Feelings must be unloaded first, and by unloading that angry charge, we find that there is a major shift in the strength of feelings, and therefore we can then modify the idea by accepting the difficult behaviour of the other party or the self at another time with other experiences, other possibilities, and other circumstances, the combination of which led to the person behaving in an incorrect way.
Closing the door of self-blame and guilt and appreciating everything that a person has gone through in his life is the real key to tolerance with everything after that.
A mother, for example, has provided everything she can do according to her awareness and circumstances and what she was exposed to as a person before she was a mother.
Therefore, it must be taken into account that she is not necessarily a person capable of being a good mother or educated in the principles of psychological dealing with her children or others.
She did what she knew and could do, in that light, she can be understood and forgiven, and this applies to many others in one’s inner circle of friends and family.
There are many psychological and health problems that occur if this is not understood and treated.

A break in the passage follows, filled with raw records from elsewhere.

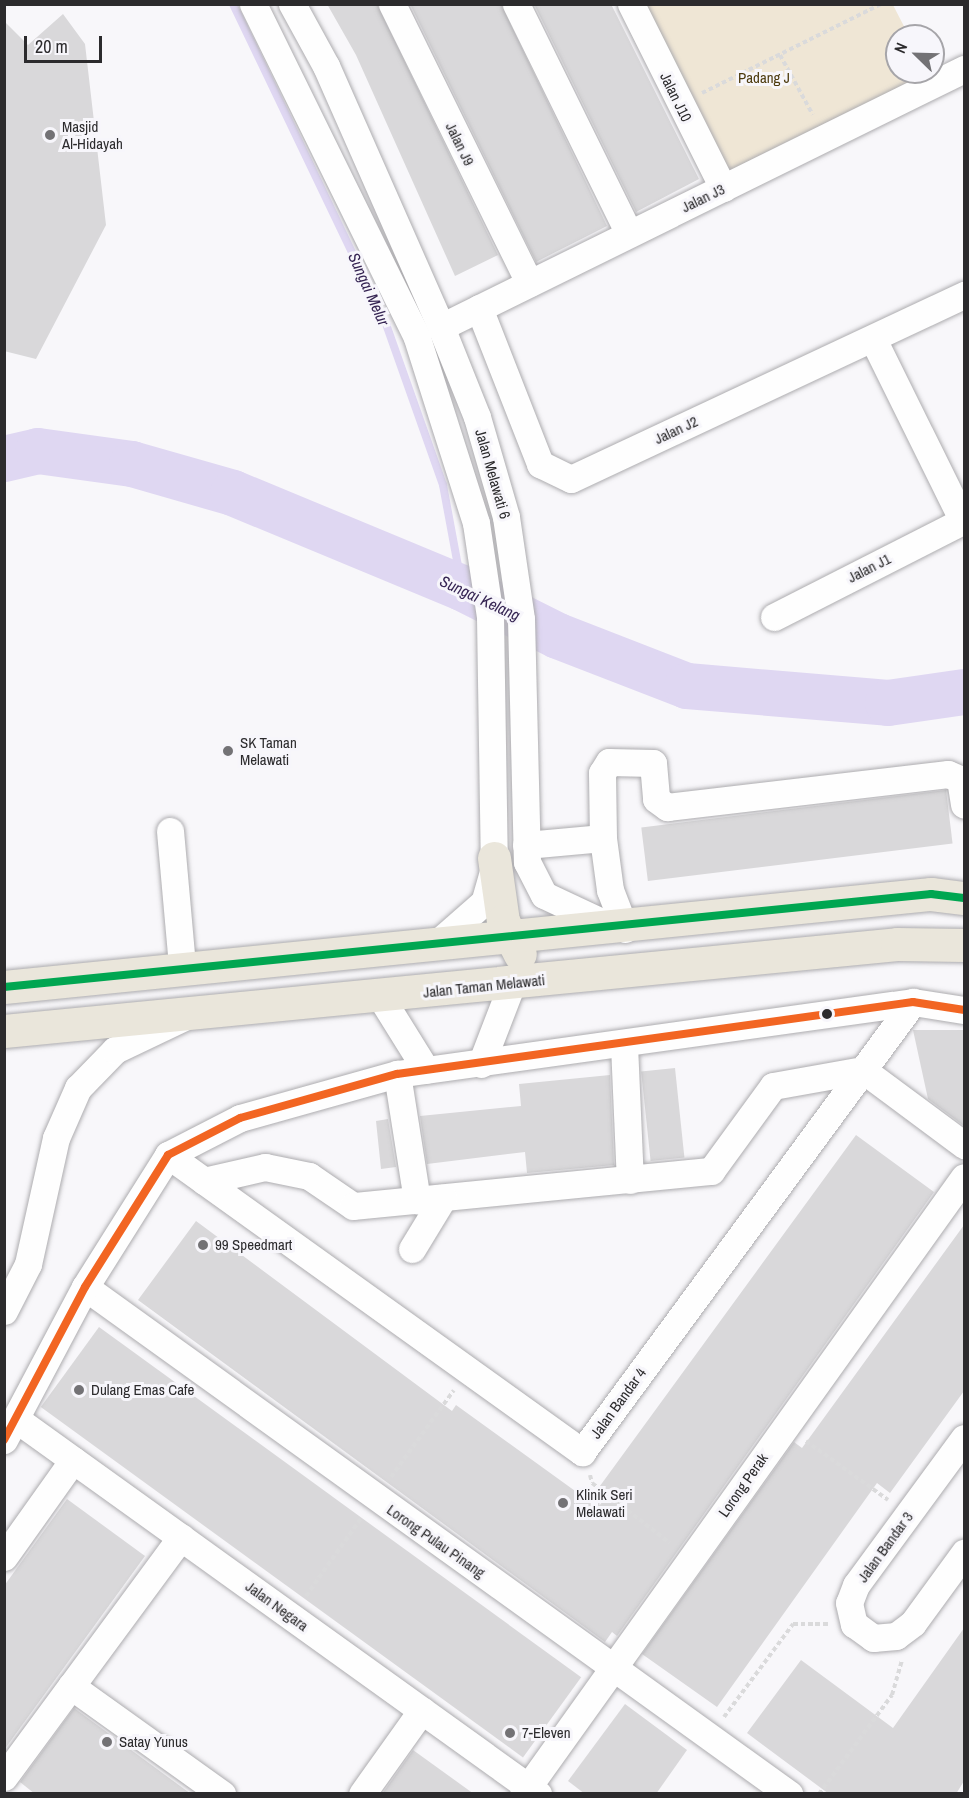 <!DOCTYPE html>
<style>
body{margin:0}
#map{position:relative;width:969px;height:1798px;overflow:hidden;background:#f8f7fa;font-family:"Archivo Narrow",sans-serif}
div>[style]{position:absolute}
.green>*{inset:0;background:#efe6d5}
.stream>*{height:8px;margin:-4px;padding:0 4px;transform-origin:4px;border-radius:4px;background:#dfd7f2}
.river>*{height:46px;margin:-23px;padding:0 23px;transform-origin:23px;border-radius:23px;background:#dfd7f2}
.building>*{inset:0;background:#d9d8da;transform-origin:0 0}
.path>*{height:4px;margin-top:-2px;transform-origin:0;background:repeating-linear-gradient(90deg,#dadadb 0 4.5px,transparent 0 7.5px)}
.roads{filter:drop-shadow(0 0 2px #adacaf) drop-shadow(0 0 2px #adacaf)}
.minor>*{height:27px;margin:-13.5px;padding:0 13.5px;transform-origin:13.5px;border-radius:13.5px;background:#fefefe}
.major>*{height:33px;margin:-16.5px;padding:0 16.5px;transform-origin:16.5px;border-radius:16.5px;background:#eae6db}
.bus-1>*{height:8px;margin:-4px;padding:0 4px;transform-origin:4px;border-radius:4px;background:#00a651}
.bus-2>*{height:8px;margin:-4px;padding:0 4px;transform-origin:4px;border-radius:4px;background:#f26522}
.dots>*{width:16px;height:16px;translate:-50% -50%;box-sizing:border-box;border:3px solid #f7f6fb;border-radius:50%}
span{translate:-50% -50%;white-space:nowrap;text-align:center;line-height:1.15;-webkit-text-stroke:6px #f7f6fb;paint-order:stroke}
.park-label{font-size:15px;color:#4d3b0e}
.street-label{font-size:15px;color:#2c2b2d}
.poi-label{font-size:15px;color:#2c2b2d}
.left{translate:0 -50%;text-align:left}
.water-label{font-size:16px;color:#362553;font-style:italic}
.frame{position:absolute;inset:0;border:6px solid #2c2b2d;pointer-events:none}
.north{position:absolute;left:885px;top:24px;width:60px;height:60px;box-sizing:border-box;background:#f7f6fb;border:2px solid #a6a5a9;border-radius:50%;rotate:293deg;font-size:16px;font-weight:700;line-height:24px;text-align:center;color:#2c2b2d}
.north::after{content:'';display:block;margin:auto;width:21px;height:27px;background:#737275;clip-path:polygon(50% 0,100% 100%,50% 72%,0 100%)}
.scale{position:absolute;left:24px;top:36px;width:78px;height:27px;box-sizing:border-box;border:3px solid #2c2b2d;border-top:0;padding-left:8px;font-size:18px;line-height:21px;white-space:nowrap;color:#2c2b2d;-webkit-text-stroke:4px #f7f6fb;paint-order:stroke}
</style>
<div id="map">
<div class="green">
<i style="clip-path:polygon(644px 5px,893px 5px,909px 36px,897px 36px,897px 72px,927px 72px,929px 77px,730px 178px)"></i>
</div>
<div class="stream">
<i style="left:233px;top:4px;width:355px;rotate:64.4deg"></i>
<i style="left:386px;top:324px;width:171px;rotate:70.5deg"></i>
<i style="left:443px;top:485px;width:105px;rotate:79.5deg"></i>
</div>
<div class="river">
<i style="left:4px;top:459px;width:35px;rotate:-13deg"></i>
<i style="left:38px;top:451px;width:95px;rotate:7.9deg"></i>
<i style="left:132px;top:464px;width:105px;rotate:16deg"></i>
<i style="left:233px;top:493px;width:248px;rotate:22.5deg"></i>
<i style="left:462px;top:588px;width:107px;rotate:26.6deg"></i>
<i style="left:558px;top:636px;width:138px;rotate:21.2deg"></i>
<i style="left:687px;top:686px;width:202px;rotate:4.8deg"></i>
<i style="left:888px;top:703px;width:77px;rotate:-8.2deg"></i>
</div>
<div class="building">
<i style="clip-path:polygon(327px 4px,377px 4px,498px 255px,455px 276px,356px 55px)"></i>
<i style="clip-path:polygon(410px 4px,501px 4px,607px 226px,536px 262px)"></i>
<i style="clip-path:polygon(534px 4px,611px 4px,699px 179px,636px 212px)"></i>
<i style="clip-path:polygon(63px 14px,85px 44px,106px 225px,36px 359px,4px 351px,4px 21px,28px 45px)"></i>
<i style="left:946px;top:790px;width:54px;height:307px;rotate:83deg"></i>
<i style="clip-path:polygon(913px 1030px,964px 1030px,964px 1126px,928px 1099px)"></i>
<i style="left:675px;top:1068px;width:90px;height:34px;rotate:84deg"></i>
<i style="clip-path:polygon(610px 1075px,614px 1165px,527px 1173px,525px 1152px,427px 1164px,420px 1116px,521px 1106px,519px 1084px)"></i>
<i style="clip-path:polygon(388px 1119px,396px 1167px,381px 1169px,376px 1121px)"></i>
<i style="clip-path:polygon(856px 1135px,934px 1192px,617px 1636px,612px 1632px,605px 1642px,138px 1300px,196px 1221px,452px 1411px,456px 1405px,589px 1501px)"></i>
<i style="clip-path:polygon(964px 1225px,964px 1391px,890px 1493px,877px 1483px,717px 1707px,642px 1654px,794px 1442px,802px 1448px)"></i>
<i style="left:99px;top:1327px;width:596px;height:99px;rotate:36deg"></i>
<i style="clip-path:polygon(67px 1499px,145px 1556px,4px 1750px,4px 1586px)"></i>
<i style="clip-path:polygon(964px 1628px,964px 1781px,956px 1794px,829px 1794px,747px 1733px,801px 1660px,893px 1728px)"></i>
<i style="clip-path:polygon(625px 1704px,687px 1750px,656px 1794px,585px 1794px,568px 1781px)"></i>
<i style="clip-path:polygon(74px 1708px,191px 1794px,35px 1794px,20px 1782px)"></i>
<i style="clip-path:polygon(413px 1750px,474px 1794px,382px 1794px)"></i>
</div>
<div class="path">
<i style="left:780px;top:55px;width:68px;rotate:61.2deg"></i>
<i style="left:702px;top:93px;width:200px;rotate:-26.4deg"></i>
<i style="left:806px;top:1441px;width:101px;rotate:35.7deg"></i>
<i style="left:590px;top:1475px;width:8px;rotate:76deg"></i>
<i style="left:592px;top:1483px;width:98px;rotate:37.6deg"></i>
<i style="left:391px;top:1477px;width:107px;rotate:-54.1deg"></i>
<i style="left:306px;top:1596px;width:97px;rotate:-54.7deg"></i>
<i style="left:724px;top:1717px;width:116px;rotate:-53.4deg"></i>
<i style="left:793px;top:1624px;width:36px"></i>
<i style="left:819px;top:1794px;width:123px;rotate:-53.6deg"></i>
<i style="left:892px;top:1695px;width:35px;rotate:-74deg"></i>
</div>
<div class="roads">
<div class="minor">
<i style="left:253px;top:4px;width:372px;rotate:63.8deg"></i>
<i style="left:417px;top:338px;width:194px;rotate:72.3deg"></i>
<i style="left:476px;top:523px;width:95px;rotate:81.5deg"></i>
<i style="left:490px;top:617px;width:251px;rotate:89.1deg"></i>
<i style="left:494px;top:868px;width:35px;rotate:106deg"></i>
<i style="left:484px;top:902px;width:64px;rotate:138.8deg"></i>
<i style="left:292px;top:4px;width:71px;rotate:61.3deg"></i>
<i style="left:326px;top:66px;width:285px;rotate:66.2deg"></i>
<i style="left:441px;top:327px;width:97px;rotate:68.2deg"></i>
<i style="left:477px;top:417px;width:104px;rotate:73.8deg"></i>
<i style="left:506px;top:517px;width:103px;rotate:81.6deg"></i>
<i style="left:521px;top:619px;width:243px;rotate:88.6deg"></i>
<i style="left:527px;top:862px;width:37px;rotate:63deg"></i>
<i style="left:544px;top:895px;width:73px;rotate:25.2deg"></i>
<i style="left:392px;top:4px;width:311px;rotate:63.8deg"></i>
<i style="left:516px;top:4px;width:256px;rotate:63.8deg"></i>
<i style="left:631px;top:4px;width:206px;rotate:63.4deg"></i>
<i style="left:479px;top:308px;width:168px;rotate:68.6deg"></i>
<i style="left:540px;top:464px;width:34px;rotate:26deg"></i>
<i style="left:571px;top:479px;width:434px;rotate:-25.1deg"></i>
<i style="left:441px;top:327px;width:583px;rotate:-26.26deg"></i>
<i style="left:873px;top:339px;width:203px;rotate:63.7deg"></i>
<i style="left:774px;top:617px;width:213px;rotate:-27deg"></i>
<i style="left:170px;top:831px;width:136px;rotate:84.9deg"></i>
<i style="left:526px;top:845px;width:77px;rotate:-5.2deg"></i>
<i style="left:625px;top:929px;width:42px;rotate:-111deg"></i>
<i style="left:610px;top:890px;width:52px;rotate:-97.7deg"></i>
<i style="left:603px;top:838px;width:65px;rotate:-90.9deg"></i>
<i style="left:602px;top:773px;width:13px;rotate:-58deg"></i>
<i style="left:609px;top:762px;width:44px;rotate:1.3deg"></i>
<i style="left:653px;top:763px;width:36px;rotate:85deg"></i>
<i style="left:656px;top:799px;width:14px;rotate:36deg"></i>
<i style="left:667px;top:807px;width:283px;rotate:-6.7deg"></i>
<i style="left:948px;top:774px;width:13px;rotate:23deg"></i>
<i style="left:960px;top:779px;width:26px;rotate:81deg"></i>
<i style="left:380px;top:996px;width:87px;rotate:58.1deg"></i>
<i style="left:624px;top:1045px;width:135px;rotate:87.5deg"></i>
<i style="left:481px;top:1064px;width:89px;rotate:-68.9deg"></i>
<i style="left:397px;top:1074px;width:128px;rotate:81deg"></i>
<i style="left:168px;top:1155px;width:510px;rotate:35.66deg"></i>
<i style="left:582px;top:1452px;width:559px;rotate:-53.66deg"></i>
<i style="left:204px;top:1181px;width:63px;rotate:-12.9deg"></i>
<i style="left:265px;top:1167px;width:45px;rotate:11.6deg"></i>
<i style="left:309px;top:1176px;width:53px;rotate:34.3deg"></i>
<i style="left:353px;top:1206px;width:360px;rotate:-5.6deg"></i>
<i style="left:711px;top:1171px;width:105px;rotate:-53.9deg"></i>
<i style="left:773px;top:1086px;width:91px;rotate:-10.1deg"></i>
<i style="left:863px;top:1070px;width:126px;rotate:36.6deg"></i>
<i style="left:412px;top:1249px;width:60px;rotate:-58.7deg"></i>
<i style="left:85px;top:1287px;width:868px;rotate:35.76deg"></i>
<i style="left:4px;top:1311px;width:53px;rotate:-62.9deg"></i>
<i style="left:28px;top:1264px;width:129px;rotate:-77.5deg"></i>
<i style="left:56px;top:1138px;width:55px;rotate:-66.3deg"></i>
<i style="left:78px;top:1088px;width:53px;rotate:-45.8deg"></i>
<i style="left:115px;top:1050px;width:74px;rotate:-25.5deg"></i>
<i style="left:16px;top:1419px;width:643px;rotate:35.69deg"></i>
<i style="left:964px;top:1438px;width:182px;rotate:126.3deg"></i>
<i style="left:856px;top:1585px;width:19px;rotate:111deg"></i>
<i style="left:849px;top:1603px;width:22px;rotate:77deg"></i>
<i style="left:854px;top:1624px;width:24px;rotate:36deg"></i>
<i style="left:873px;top:1638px;width:23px;rotate:-5deg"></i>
<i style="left:896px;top:1636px;width:21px;rotate:-37deg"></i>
<i style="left:913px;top:1623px;width:87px;rotate:-53.9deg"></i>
<i style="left:4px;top:1440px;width:173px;rotate:-62.1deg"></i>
<i style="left:85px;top:1287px;width:156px;rotate:-57.8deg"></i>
<i style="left:168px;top:1155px;width:81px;rotate:-27.2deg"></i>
<i style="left:240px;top:1118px;width:163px;rotate:-15.7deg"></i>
<i style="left:397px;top:1074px;width:521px;rotate:-7.94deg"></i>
<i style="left:913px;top:1002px;width:52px;rotate:8.9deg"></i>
<i style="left:181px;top:1537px;width:185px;rotate:126.4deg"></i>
<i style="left:71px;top:1686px;width:186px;rotate:35.6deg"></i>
<i style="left:4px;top:1557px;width:119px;rotate:-54.6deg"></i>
<i style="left:4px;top:1777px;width:113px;rotate:-53.6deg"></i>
<i style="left:362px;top:1794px;width:103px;rotate:-54.5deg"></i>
<i style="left:523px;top:1794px;width:758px;rotate:-54.44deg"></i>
</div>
<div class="major">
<i style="left:494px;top:858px;width:64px;rotate:81.9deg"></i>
<i style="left:503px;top:921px;width:37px;rotate:63deg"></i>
<i style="left:4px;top:987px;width:932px;rotate:-5.73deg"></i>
<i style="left:931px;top:894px;width:33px;rotate:7deg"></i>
<i style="left:4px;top:1031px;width:897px;rotate:-5.56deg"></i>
<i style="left:897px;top:944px;width:67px;rotate:0.9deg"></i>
</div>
</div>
<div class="bus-1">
<i style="left:4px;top:987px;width:932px;rotate:-5.73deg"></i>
<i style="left:931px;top:894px;width:33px;rotate:7deg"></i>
</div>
<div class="bus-2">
<i style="left:4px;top:1440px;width:173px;rotate:-62.1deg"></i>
<i style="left:85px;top:1287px;width:156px;rotate:-57.8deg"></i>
<i style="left:168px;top:1155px;width:81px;rotate:-27.2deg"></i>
<i style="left:240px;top:1118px;width:163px;rotate:-15.7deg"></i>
<i style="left:397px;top:1074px;width:521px;rotate:-7.94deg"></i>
<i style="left:913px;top:1002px;width:52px;rotate:8.9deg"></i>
</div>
<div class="dots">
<i style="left:50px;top:135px;background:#737275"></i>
<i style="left:228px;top:751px;background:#737275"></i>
<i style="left:827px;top:1014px;background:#2c2b2d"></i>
<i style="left:203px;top:1245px;background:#737275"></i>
<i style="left:79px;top:1390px;background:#737275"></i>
<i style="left:563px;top:1503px;background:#737275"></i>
<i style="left:510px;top:1733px;background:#737275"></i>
<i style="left:107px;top:1742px;background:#737275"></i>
</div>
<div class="park-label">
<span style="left:764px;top:78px">Padang J</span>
</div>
<div class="street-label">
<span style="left:676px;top:97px;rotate:64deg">Jalan J10</span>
<span style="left:460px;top:144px;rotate:64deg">Jalan J9</span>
<span style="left:703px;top:198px;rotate:-26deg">Jalan J3</span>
<span style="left:676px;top:430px;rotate:-25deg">Jalan J2</span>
<span style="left:493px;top:474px;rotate:74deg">Jalan Melawati 6</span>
<span style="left:869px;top:568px;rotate:-27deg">Jalan J1</span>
<span style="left:484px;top:986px;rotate:-6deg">Jalan Taman Melawati</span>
<span style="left:618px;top:1403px;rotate:-54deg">Jalan Bandar 4</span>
<span style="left:743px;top:1485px;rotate:-55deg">Lorong Perak</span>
<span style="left:436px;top:1541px;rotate:35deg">Lorong Pulau Pinang</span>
<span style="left:885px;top:1547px;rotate:-54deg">Jalan Bandar 3</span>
<span style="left:277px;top:1606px;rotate:36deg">Jalan Negara</span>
</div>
<div class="poi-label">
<span class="left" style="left:62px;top:135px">Masjid<br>Al-Hidayah</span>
<span class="left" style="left:240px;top:751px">SK Taman<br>Melawati</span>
<span class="left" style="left:215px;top:1245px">99 Speedmart</span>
<span class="left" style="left:91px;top:1390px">Dulang Emas Cafe</span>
<span class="left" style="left:576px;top:1503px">Klinik Seri<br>Melawati</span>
<span class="left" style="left:522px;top:1733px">7-Eleven</span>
<span class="left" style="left:119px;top:1742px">Satay Yunus</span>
</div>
<div class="water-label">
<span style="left:369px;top:289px;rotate:66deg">Sungai Melur</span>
<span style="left:480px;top:598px;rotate:25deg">Sungai Kelang</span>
</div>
<div class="frame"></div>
<div class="north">N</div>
<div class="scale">20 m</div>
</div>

Emotional eating is a problem that most people in the world cannot overcome and affects their health and psychological state before the shape of their bodies, and millions of people pursue diets or drugs that often fail to solve the issue. Is there any way to solve the root cause of this problem?
A person should ask themselves: “What am I trying to compensate for with food that is full of carbohydrates or sugars? Is it hunger for love? For companionship and partnership? Is it for tenderness and attention?
When a person realises that their extreme hunger for a certain feeling will not be satisfied with a piece of chocolate or a huge amount of pasta or pizza, their view of the sea of food in which they drown themselves will change, and they will realise that what it does only compensates or distracts temporarily, thus one starts to address what they really need.